Anderson told the trilateral meeting that Congress is reasserting a role in both foreign and domestic policy issues, "but is in no position to formulate a coherent, alternative foreign policy."

Congress ad hoe, or reactive role on foreign policy issues, the Republican leader said, "can hardly be reassuring to either our allies or even potential enemies, since it is basically unpredictable, even irrational, and at times jingoistic."

Chaikin, whose powerful union has argued over the years that it is being weakened by growing imports, also made a passionate plea for "a more rational trade policy" that would protect American workers and industry.

"Free trade is a slogan that has been drained of its meaning in the last decade," Chaikin told reporters. He said that the United States needs various forms of "orderly marketing agreements" that will preserve shares of the American market for American workers and factories.
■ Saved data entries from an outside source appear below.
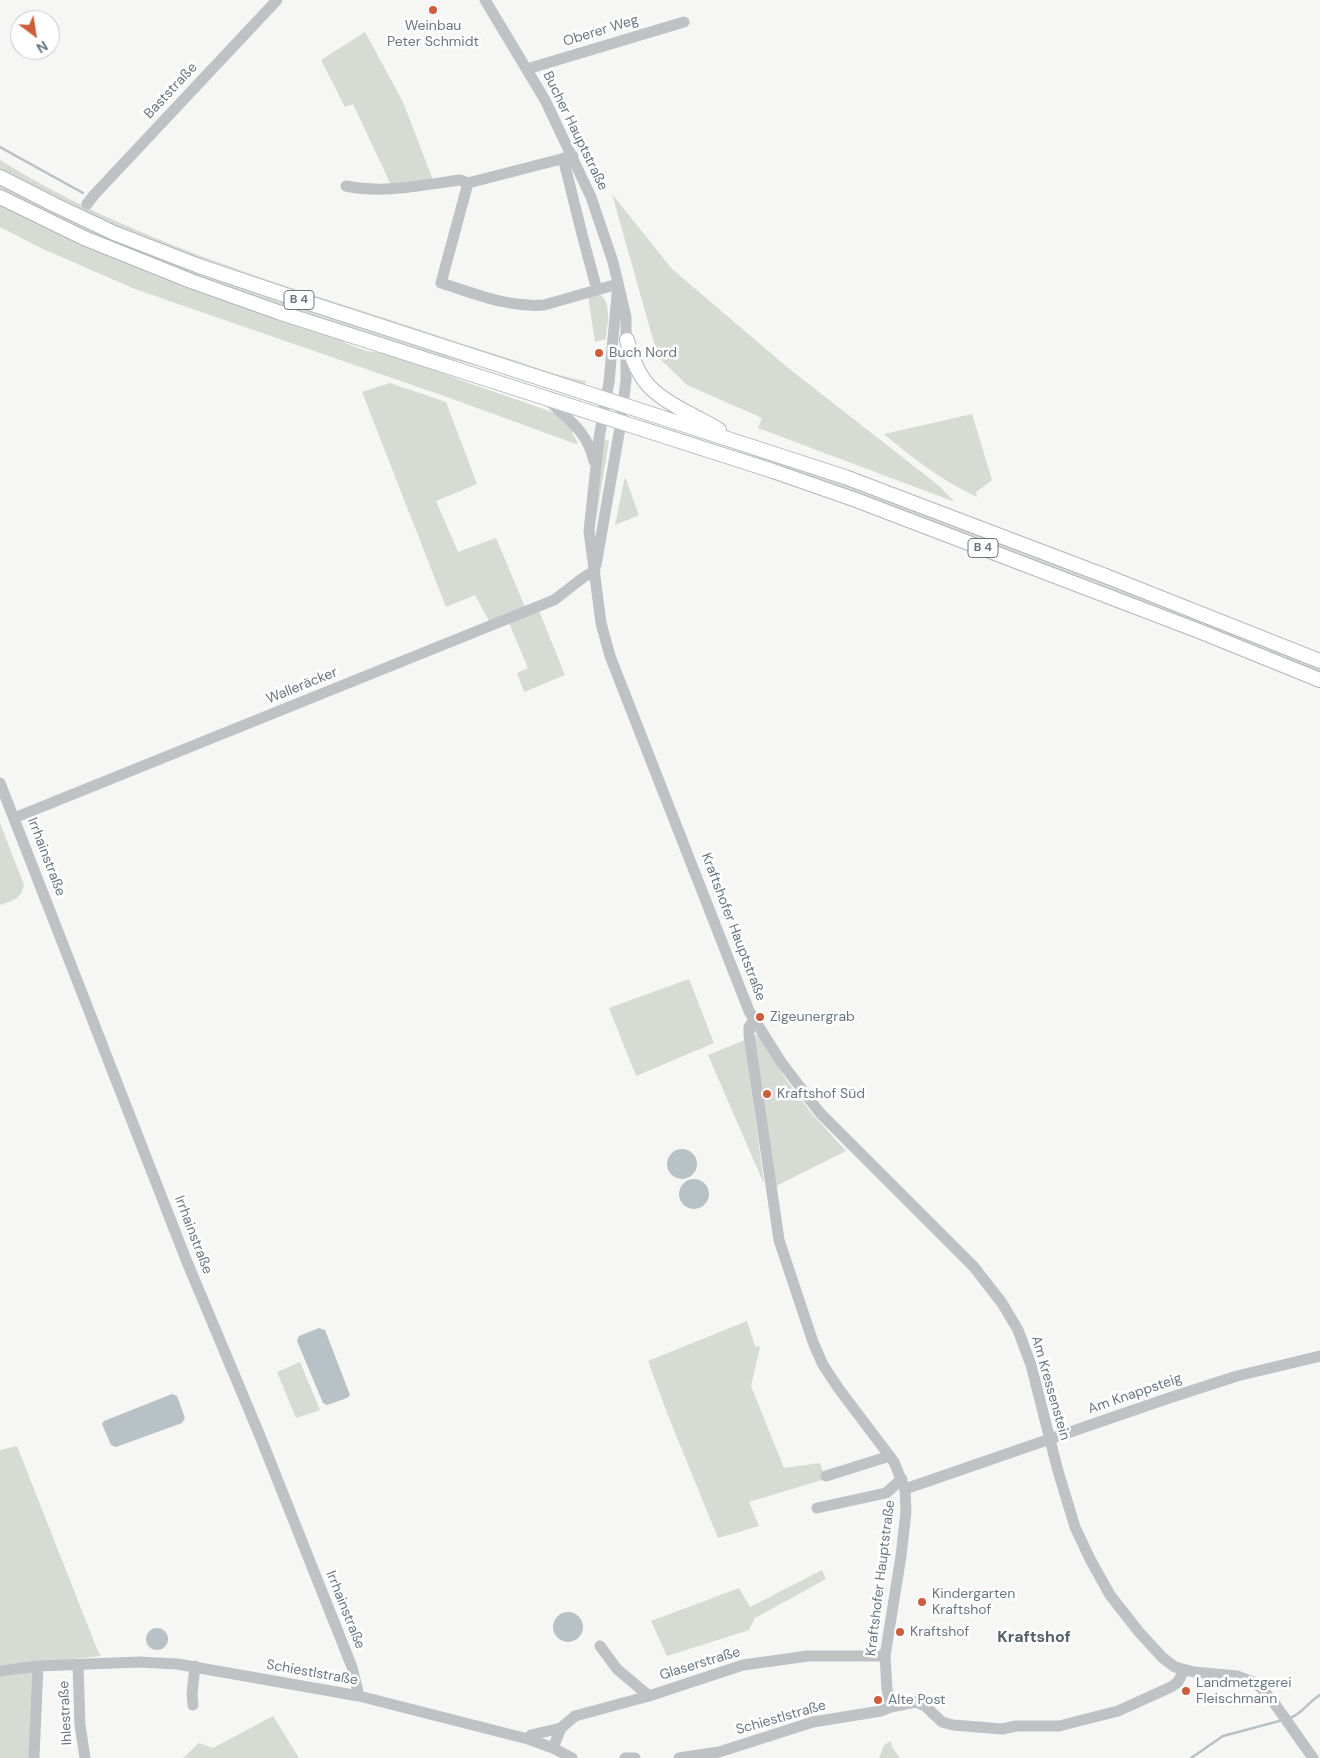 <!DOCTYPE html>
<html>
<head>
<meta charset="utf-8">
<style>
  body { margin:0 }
  #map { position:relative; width:1320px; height:1758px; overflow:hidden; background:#f6f6f4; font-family:"DM Sans",sans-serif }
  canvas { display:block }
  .north { position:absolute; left:10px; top:10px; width:50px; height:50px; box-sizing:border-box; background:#fff; border:1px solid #c3c9cd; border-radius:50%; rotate:149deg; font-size:14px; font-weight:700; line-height:20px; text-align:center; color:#697781 }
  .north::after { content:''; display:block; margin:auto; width:18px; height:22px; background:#ce5d3c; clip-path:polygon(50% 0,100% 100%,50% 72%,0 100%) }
</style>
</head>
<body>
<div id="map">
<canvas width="1320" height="1758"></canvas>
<div class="north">N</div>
</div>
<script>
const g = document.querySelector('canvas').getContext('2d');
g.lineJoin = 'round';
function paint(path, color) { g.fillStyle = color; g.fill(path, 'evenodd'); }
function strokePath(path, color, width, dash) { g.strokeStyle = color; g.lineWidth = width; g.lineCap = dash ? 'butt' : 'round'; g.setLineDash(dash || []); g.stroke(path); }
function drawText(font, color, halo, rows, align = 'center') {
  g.font = font + ' "DM Sans",sans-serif'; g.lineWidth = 5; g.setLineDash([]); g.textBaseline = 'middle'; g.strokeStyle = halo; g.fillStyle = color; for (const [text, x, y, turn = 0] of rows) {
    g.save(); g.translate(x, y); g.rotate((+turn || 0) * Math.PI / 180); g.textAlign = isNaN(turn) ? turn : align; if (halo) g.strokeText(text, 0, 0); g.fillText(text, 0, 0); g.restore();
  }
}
const green = new Path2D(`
  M 365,32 L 403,102 L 433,180 L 391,185 L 353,104 L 345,107 L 321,60 Z
  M 0,160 C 125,238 273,282 412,327 C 447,339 482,350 517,361 C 539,369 562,377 586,381 L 585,386 L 198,260 L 96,219 L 0,171 Z
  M 0,182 L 45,205 L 583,397 L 583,400 L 482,367 L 402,347 L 292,311 L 127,251 L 0,191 Z
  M 612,194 L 672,269 L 787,367 L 938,485 L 955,502 L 758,428 L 762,418 L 687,385 L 658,357 Z
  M 0,202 L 324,331 C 339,340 369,357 386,351 L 460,380 L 555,413 L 576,430 L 572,433 L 578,443 L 576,444 L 447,397 L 135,289 L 43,249 L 0,227 Z
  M 598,294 C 613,300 607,326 606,339 L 595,342 L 588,296 Z
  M 390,383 L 446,402 L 477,484 L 436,501 L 458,552 L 496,538 L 525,607 L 489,621 L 475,595 L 446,607 L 362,392 Z
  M 972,414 L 992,480 L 976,492 L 977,497 C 940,479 915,460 884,434 Z
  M 644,421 L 734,450 L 829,476 L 1320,665 L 1320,674 L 644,424 Z
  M 604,439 L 609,441 L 596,520 L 595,518 Z
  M 625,477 L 639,515 L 615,525 Z
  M 539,611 L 565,675 L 524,692 L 517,673 L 528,668 L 509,623 Z
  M 0,823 L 24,885 C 21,900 13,900 0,905 Z
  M 689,979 L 714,1043 L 636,1076 L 609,1008 Z
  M 754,1035 L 758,1035 L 787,1081 L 813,1115 L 846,1151 L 774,1187 Z
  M 745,1040 L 764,1184 L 708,1055 Z
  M 747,1321 L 755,1346 L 760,1347 L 751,1386 L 784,1468 L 820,1463 L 825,1479 L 749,1502 L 759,1526 L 718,1538 L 667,1413 L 648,1361 Z
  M 300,1362 L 320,1410 L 296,1418 L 277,1372 Z
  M 17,1446 L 97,1649 L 101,1656 L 0,1667 L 0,1450 Z
  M 822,1570 L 826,1579 L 755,1618 L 749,1630 L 667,1656 L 651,1621 L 739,1588 L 750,1607 Z
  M 34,1671 L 29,1758 L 0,1758 L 0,1675 Z
  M 273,1716 L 299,1758 L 183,1758 L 199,1743 L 213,1748 Z
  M 891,1741 L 892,1747 L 900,1758 L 879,1758 L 884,1745 Z`);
const water = new Path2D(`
  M667 1164a15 15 0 1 1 30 0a15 15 0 1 1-30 0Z
  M679 1194a15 15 0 1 1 30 0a15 15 0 1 1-30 0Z
  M 319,1328 L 325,1330 L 350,1395 L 347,1398 L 327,1405 L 323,1403 L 297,1341 L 299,1336 Z
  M 172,1394 L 177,1396 L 185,1418 L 182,1423 L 116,1447 L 111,1445 L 102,1424 L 104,1421 Z
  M553 1627a15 15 0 1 1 30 0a15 15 0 1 1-30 0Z
  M146 1639a11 11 0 1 1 22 0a11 11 0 1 1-22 0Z`);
const stream = new Path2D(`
  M 0,147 L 83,193
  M 1290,1718 C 1302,1714 1309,1701 1320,1695
  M 1191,1758 L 1223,1736 L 1283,1720`);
const minor = new Path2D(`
  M 485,0 L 545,100 L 591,197 L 613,262 L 626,317 L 626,380 L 621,422 L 596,565
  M 527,69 L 684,22
  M 563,158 L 583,238 L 597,290
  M 468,183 L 441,283 C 474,293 508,308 544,305 L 618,284
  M 346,186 C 384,194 422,185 460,180 L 468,183 L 573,156
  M 87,204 L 94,195 L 277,0
  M 618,284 L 609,382 L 599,438 L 589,531 L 601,623 L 610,656 L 749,1011 L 781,1062 L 820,1113 L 974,1267 L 1002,1303 L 1018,1330 L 1031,1365 L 1058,1471 L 1075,1527 L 1090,1559 L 1110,1595 L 1139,1632 L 1163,1658 L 1175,1667 L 1194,1672 L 1237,1676 L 1253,1682 L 1260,1687 L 1272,1700 L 1313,1758
  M 548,400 C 569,420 587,431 594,461
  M 0,783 L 187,1262 L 260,1436 L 352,1667 L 359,1696
  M 14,818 L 554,600 L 584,577 L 595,571
  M 754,1020 L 749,1027 L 749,1035 L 779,1240 L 813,1342 L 823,1365 L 839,1389 L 894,1462 L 905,1489 L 906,1512 L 901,1556 L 885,1656 L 887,1689 L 891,1707
  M 826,1476 L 890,1456
  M 905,1489 L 1166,1399 L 1237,1376 L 1320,1356
  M 817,1508 L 886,1493 L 902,1479
  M 600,1646 L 617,1669 L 649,1696
  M 78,1665 L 80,1725 L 85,1758
  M 0,1671 L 38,1666 L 139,1662 L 177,1664 L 359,1696 L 528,1739 L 553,1748 L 572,1758
  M 193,1705 L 192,1694 L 195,1666
  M 528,1739 L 531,1735 L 561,1728
  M 553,1748 L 561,1728 L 575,1716 L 649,1696 L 743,1665 L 808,1656 L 885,1656
  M 34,1758 L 38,1666
  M 625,1758 L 635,1758
  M 679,1758 L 719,1752 L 813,1722 L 881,1711 L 891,1707 L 915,1702 L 925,1706 L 942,1722 L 953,1725 L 1002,1729 L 1016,1726 L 1059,1726 L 1118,1711 L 1171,1687 L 1178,1682 L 1184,1670`);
const major = new Path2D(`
  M 0,177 L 55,205 L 114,233 L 199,266 L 306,302 L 845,477 L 1103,575 L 1320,661
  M 0,197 L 84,238 L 191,281 L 278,312 L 773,471 L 856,500 L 1199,631 L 1320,680
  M 627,340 C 638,383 653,395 692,415 C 701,420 710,424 719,430`);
const markers = [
  [433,10,5,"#ce5d3c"],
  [599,353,5,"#ce5d3c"],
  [760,1017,5,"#ce5d3c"],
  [767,1094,5,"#ce5d3c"],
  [922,1602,5,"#ce5d3c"],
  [900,1632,5,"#ce5d3c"],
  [1186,1691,5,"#ce5d3c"],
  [878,1700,5,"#ce5d3c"]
];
const shields = [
  [299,300,30],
  [983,548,30]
];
const shieldNames = [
  ["B 4",299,300],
  ["B 4",983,548]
];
const poiNames = [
  ["Weinbau",433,26,"center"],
  ["Peter Schmidt",433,42,"center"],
  ["Buch Nord",609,353],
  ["Zigeunergrab",770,1017],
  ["Kraftshof Süd",777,1094],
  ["Kindergarten",932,1594],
  ["Kraftshof",932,1610],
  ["Kraftshof",910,1632],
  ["Landmetzgerei",1196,1683],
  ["Fleischmann",1196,1699],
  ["Alte Post",888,1700]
];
const streetNames = [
  ["Oberer Weg",601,31,-17],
  ["Baststraße",171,91,-47],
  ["Bucher Hauptstraße",575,131,64],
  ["Walleräcker",302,686,-22],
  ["Irrhainstraße",46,857,69],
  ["Kraftshofer Hauptstraße",733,927,69],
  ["Irrhainstraße",193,1235,69],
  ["Am Kressenstein",1050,1388,74],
  ["Am Knappsteig",1135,1394,-19],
  ["Kraftshofer Hauptstraße",881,1578,-83],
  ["Irrhainstraße",345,1610,68],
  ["Glaserstraße",700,1664,-17],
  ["Schiestlstraße",312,1673,10],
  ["Ihlestraße",66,1713,-93],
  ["Schiestlstraße",781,1718,-16]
];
const quarterNames = [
  ["Kraftshof",1034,1638]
];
paint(green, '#d6dbd3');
paint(water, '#b8c2c6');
strokePath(stream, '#b8c2c6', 2.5);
strokePath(major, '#b2b6b9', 16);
strokePath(minor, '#bec2c5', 11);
strokePath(major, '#fff', 14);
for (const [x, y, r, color] of markers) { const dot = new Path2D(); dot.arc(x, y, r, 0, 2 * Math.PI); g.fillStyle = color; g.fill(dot); strokePath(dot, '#fff', 2); }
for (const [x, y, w] of shields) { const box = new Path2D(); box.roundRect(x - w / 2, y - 9.5, w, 19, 4); g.fillStyle = '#fff'; g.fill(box); strokePath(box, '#697781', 1); }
drawText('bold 12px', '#697781', null, shieldNames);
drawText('14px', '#697781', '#fff', poiNames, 'left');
drawText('14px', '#697781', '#fff', streetNames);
drawText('bold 16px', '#566067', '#fff', quarterNames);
</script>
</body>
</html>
"To react after industries have been wiped out doesn't make any sense," he said.Chaikin conceded that some members of the Trilateral Commission were "provoked" by his ideas, especially recommendations for limiting the flow of capital and technology abroad. But he said he found growing support for the view that a more realistic attitude toward trade issues must be taken.

Chaikin said he was encouraged by Solomon's speech, which was not made available by the commission. Other official said Solomon stressed American willingness to contest subsidies and other unfair trade practices in negotiations now going on in Geneva.

On this same issue, Japanese Minister of Economic Planning Kiichi Miyazawa in effect agreed with Chaikin that "unconditionally free and nondiscrimintary trade is probably no longer the trump card in today's world."

But Miyazawa in a separate address noted that protectionism in all major countries comes mostly from producers, "rarely from consumers." He warned that if restrictions are to be placed on free trade, "that should not free any person or nation to neglect efforts to increase productivity."

Miyazawa also had some criticism of U.S. policy, expressed a bit more politely than Chaikin's. He noted that economic cooperation among nations is easier to set as a goal than to achieve, asserting that "the United States is indifferent, or oblivious, to the effects the fluctuating dollar has on other economics."

He also observed that although the United States is still the single strongest economy in the world, there has been "a relative decline" in the U.S. position. For example, he cited the growing power and prosperity of Japan, which in 1976 had a per capita income ratio of 1 to 1.7 with the United States, compared with only 1 to 9.9 in 1955.

"This should mean modification in American attitudes towards the world, and vice versa," Miyazawa said. The Japanese planner is often mentioned as a potential successor to the prime minister of his country.